That's a fair enough point if the site is like Ed says, just your own bit of fun. If it's a commerical site or something like this site that is going to get viewed by a large and varied audience then surely that audience is far far far far far far more important than 'your flexibility as a designer'.

I'm not having a go at you per se but that kind of thinking is why a large chunk of the web is so bad in my opinion. Too many people creating sites for themselves and not for the people who will end up using them.

As regards the other point someone made about percentage based tables being slower - don't even get me started about using tables for page layouts rather than just data! Proper, well written semantic CSS driven markup will be quicker every time (when it works ;o)

As you may have guessed I'm a bit keen on web standards (www.webstandards.org et al) even if browser support thereof drives me crazier than it's safe to get in public.


----------



## Jason (Feb 15, 2003)

so im not supposed to think about myself when making a personal site? heh, thats weird


----------



## Jason (Feb 15, 2003)

oh btw i'll try to make it flexible, but im not a programmer


----------



## TommyWillB (Feb 15, 2003)

> _Originally posted by lurk _
> *As a user who runs at 1280x1024 and who's hardware goes to 11! (well 1920x1440 ) Let me plead for you not to fix things so that they will not scale to higher resolutions.  There is many an e-commerce site that has lost my business because I could not make out the stupid 8 pixel font they were using.
> 
> So where is the fifth choice "I design my sites to be resolution independent"
> ...


Amen brother!


----------



## Ricky (Feb 15, 2003)

> _Originally posted by Jason _
> *oh btw i'll try to make it flexible, but im not a programmer  *


You know, a flexible web site does not have to be ugly.  You see them all over the place but you don't notice it because they made the scaling subtle.
http://www.citystar.com/ and
http://www.35ravenglass.com/
Two examples of sites I made that scale to fit the page.  They look nice, yes?


----------



## TommyWillB (Feb 15, 2003)

> _Originally posted by toast _
> *"Resolution independent" sites with taags such as <table="70%"> are longer to load. I thought this ought to be precised. *


 That is not totally true.

The fact is that a browser must determine the actual widths of everything before it can correctly render table widths, etc. In the older Netscapes it simply refused to render anything until it determined that. In IE it happily rearanges the tables as things are being figured out.

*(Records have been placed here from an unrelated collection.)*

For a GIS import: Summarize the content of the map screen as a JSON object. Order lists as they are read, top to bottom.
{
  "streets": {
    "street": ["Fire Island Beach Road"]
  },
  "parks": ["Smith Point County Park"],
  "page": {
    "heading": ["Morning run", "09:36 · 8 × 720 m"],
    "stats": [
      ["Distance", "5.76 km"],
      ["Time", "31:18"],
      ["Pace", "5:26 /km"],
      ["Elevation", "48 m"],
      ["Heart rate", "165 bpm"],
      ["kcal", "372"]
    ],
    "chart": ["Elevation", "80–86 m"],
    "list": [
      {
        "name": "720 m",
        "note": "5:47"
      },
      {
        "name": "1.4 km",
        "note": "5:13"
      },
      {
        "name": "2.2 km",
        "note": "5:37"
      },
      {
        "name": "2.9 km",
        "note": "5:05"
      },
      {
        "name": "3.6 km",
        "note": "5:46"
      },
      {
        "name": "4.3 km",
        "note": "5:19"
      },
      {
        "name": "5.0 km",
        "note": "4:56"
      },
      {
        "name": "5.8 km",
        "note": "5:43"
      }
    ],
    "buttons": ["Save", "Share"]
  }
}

The way to make the tables settle in quickly is to make sure that ALL images ALWAYS have height + width tags. So should tables. And if you are using fixed table sizes make sure the math works out. If you have three cells at 20 pixels each but the table is set at 100 pixels, that will throw things off.

The trick to getting things to render (note this is a rendering speed issue and not a download speed issue) make sure you give the browser as much info to work with. Omitting things make the browser figure it out... and not all browsers make the same decisions.


----------



## TommyWillB (Feb 15, 2003)

> _Originally posted by Jason _
> *so im not supposed to think about myself when making a personal site? heh, thats weird  *


Personal sites... Yeah... Do whatever you want.

Like goynang I always suggest to our designers that making a Web page that operates like a Web page (strechy, user deciding what font size, etc) is just part of the design challenge.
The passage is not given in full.